Could you please find each line in the records that contains the word "butt" and copy it?

:::::

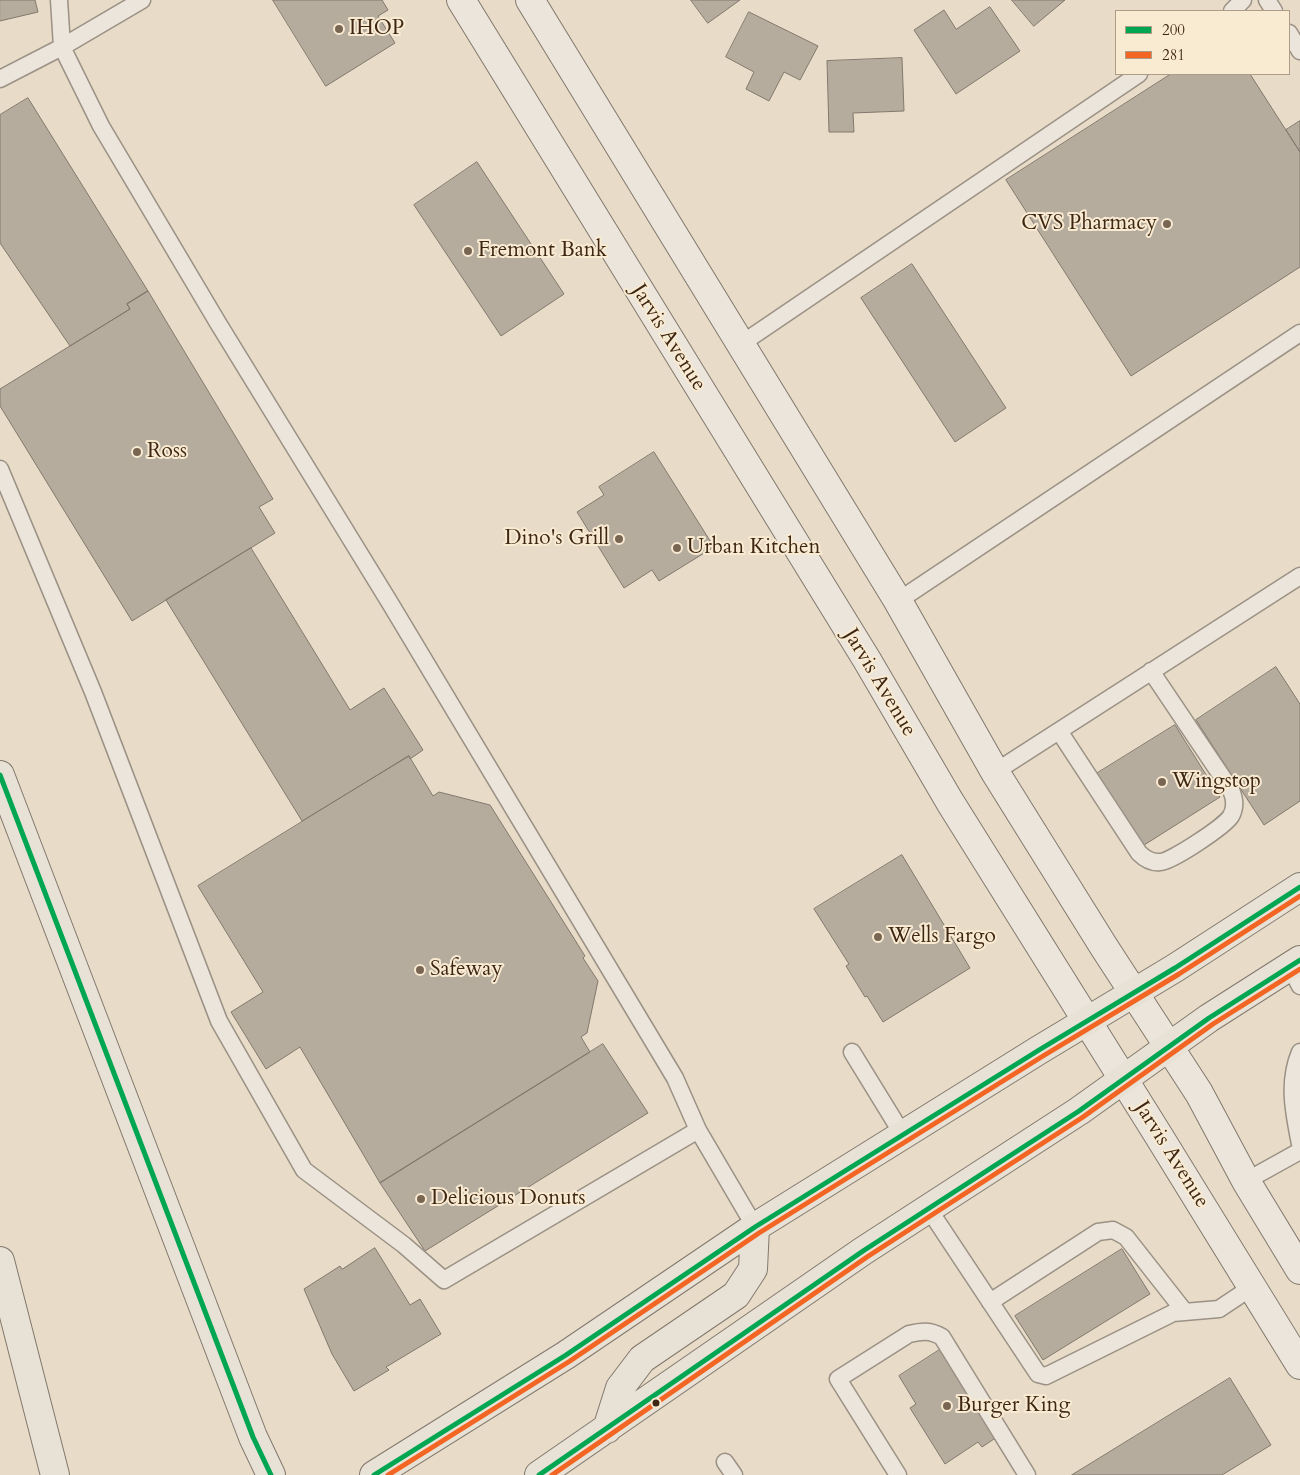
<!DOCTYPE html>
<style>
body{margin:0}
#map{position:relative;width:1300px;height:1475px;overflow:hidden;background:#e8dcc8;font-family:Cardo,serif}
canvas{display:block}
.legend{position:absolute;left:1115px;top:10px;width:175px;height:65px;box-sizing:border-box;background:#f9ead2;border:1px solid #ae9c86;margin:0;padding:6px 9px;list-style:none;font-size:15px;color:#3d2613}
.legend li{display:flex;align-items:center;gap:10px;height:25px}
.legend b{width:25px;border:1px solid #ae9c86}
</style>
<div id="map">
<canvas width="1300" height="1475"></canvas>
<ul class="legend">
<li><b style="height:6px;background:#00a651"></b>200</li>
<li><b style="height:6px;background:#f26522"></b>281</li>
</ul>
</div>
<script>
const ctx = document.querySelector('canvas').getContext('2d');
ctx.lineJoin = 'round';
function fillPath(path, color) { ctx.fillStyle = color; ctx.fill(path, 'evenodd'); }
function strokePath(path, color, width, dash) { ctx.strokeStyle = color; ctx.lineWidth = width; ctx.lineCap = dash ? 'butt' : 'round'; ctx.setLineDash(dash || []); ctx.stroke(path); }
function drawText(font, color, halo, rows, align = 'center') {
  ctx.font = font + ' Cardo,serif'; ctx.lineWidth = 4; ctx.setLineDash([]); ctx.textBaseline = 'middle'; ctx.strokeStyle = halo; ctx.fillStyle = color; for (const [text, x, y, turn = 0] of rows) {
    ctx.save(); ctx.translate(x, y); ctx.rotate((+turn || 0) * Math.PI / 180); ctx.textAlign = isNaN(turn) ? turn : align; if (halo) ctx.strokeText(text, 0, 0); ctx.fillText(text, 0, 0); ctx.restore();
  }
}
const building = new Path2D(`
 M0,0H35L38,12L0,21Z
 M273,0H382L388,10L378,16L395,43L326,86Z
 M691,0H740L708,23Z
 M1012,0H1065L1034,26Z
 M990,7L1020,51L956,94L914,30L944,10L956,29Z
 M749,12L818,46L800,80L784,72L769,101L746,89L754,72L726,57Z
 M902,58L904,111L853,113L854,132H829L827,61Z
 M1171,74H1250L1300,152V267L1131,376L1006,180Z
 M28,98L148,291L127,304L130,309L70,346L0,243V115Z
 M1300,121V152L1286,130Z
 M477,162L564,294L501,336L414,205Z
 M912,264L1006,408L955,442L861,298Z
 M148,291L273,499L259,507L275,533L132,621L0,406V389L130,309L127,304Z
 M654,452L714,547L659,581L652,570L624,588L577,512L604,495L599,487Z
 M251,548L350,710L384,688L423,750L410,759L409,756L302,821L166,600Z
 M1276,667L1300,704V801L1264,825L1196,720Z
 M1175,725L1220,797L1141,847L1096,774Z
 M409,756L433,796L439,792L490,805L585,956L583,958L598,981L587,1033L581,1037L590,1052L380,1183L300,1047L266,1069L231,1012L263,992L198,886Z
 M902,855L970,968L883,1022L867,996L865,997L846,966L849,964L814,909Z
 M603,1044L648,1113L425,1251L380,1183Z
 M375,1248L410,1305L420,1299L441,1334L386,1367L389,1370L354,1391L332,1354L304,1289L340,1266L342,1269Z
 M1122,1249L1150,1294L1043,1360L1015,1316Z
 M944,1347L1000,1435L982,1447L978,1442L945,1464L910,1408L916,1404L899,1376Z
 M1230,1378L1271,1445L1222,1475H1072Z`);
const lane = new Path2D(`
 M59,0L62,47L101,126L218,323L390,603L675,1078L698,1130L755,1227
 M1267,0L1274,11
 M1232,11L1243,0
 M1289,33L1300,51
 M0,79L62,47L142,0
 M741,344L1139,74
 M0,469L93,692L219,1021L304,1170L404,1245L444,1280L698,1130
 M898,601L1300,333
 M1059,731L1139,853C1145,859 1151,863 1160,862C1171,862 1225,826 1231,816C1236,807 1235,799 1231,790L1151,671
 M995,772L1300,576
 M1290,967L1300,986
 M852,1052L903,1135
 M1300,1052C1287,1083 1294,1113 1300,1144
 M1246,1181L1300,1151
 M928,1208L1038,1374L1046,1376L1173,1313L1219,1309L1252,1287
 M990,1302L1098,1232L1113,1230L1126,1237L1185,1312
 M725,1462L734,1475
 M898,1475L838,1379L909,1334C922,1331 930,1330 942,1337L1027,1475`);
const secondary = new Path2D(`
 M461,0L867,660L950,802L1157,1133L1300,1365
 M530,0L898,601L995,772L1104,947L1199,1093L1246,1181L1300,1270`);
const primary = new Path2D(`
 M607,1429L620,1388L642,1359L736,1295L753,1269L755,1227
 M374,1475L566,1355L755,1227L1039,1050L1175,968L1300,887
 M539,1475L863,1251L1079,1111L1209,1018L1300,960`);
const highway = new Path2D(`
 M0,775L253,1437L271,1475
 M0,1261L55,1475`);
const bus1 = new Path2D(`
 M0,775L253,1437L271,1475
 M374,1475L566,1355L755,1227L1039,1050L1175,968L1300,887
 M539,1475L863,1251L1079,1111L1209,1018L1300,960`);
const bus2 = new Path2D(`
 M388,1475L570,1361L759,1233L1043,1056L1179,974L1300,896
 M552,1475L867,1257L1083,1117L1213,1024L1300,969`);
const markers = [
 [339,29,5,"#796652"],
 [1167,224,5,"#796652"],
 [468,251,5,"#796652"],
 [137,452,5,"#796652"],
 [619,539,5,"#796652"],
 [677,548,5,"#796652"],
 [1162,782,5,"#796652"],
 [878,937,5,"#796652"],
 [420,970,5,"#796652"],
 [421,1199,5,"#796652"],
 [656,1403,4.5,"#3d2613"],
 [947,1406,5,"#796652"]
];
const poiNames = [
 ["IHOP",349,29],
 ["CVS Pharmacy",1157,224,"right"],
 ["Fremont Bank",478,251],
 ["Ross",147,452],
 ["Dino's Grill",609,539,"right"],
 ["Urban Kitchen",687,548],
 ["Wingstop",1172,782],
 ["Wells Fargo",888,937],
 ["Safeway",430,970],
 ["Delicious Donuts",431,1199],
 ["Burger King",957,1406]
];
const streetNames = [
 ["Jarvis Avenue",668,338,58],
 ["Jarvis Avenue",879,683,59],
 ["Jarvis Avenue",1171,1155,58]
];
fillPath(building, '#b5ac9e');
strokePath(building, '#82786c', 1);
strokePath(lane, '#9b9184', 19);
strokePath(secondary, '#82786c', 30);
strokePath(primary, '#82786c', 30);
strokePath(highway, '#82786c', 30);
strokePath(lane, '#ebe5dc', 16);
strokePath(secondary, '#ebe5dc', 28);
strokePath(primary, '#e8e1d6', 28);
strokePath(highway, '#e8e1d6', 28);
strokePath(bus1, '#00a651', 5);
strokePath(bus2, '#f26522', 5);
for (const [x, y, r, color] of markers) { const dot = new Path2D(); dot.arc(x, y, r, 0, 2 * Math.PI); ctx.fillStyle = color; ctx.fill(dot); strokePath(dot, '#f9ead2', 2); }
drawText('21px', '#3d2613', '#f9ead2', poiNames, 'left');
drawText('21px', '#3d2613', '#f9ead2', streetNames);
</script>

:::::

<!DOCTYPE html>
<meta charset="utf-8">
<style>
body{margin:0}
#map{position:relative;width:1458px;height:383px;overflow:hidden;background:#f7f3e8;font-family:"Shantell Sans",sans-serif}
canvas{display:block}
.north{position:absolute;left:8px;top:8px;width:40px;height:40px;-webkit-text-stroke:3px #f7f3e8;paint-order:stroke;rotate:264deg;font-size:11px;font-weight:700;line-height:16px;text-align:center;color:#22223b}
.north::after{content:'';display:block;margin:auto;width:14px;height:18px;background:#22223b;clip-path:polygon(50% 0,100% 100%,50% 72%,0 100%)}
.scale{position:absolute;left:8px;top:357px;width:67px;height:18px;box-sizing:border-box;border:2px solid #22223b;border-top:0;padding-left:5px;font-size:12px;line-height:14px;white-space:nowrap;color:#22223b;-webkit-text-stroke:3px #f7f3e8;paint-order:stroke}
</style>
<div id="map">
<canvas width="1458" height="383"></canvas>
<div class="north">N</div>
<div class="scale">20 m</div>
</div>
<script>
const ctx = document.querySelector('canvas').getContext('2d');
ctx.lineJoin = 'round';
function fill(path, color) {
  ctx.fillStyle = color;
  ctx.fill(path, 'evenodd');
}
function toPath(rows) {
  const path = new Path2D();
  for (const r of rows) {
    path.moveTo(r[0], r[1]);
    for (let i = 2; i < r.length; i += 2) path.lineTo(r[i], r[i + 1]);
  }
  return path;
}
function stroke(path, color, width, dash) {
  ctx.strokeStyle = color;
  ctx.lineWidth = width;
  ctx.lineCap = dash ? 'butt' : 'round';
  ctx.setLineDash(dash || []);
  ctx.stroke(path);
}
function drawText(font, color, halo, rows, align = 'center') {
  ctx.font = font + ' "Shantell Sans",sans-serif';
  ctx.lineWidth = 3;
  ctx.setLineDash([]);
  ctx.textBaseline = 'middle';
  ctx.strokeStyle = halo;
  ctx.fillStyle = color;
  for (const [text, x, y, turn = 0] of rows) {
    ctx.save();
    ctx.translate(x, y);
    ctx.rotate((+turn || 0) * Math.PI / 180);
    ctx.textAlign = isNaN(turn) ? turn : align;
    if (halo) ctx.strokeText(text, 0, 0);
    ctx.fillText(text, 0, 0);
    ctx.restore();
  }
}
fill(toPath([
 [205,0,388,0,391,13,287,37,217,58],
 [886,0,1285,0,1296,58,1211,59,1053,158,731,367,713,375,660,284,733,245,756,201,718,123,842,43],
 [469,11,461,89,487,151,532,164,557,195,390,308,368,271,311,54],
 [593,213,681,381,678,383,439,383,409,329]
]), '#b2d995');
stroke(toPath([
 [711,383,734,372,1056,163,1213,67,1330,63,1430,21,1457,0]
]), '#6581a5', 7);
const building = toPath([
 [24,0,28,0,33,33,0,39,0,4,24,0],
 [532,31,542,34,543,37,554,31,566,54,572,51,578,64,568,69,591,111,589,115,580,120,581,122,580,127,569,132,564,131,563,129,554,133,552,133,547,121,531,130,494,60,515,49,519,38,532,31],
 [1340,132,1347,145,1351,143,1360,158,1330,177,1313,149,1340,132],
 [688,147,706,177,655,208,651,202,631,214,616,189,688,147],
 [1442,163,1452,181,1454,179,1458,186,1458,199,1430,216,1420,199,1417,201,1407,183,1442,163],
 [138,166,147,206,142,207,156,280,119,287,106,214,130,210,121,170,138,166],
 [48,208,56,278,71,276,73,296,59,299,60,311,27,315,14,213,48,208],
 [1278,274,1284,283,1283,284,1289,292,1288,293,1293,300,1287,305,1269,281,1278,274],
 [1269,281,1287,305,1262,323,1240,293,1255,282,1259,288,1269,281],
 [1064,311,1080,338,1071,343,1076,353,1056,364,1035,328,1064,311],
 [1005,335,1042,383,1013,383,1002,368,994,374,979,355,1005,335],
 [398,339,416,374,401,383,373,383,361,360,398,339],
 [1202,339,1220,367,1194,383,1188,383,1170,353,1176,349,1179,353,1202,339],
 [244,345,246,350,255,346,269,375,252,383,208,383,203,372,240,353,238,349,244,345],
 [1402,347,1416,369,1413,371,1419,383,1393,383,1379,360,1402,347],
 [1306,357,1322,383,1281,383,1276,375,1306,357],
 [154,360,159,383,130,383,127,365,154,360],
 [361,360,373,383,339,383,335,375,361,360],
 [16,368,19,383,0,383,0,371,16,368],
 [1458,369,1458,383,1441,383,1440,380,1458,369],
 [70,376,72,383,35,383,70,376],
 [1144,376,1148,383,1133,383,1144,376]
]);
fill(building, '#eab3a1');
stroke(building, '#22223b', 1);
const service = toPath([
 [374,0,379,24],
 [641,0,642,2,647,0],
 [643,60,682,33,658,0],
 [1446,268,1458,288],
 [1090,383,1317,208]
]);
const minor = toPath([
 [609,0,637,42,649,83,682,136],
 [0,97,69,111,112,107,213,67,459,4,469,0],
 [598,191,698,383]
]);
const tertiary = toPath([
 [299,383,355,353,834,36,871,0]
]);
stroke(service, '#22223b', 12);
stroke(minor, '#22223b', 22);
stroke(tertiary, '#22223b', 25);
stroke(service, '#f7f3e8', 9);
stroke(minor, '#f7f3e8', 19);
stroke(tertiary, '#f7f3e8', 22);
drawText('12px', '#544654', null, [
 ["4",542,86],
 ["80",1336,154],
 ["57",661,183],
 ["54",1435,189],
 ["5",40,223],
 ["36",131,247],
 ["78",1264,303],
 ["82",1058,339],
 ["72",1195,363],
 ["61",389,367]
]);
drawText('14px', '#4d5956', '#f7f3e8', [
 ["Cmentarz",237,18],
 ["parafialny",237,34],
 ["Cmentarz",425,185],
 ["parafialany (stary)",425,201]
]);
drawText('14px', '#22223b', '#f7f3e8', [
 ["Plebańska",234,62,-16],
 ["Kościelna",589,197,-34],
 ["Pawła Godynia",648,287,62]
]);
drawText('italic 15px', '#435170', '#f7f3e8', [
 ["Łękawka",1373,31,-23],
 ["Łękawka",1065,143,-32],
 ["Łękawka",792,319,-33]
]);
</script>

:::::

• [RESPONSE]:
function strokePath(path, color, width, dash) { ctx.strokeStyle = color; ctx.lineWidth = width; ctx.lineCap = dash ? 'butt' : 'round'; ctx.setLineDash(dash || []); ctx.stroke(path); }
  ctx.lineCap = dash ? 'butt' : 'round';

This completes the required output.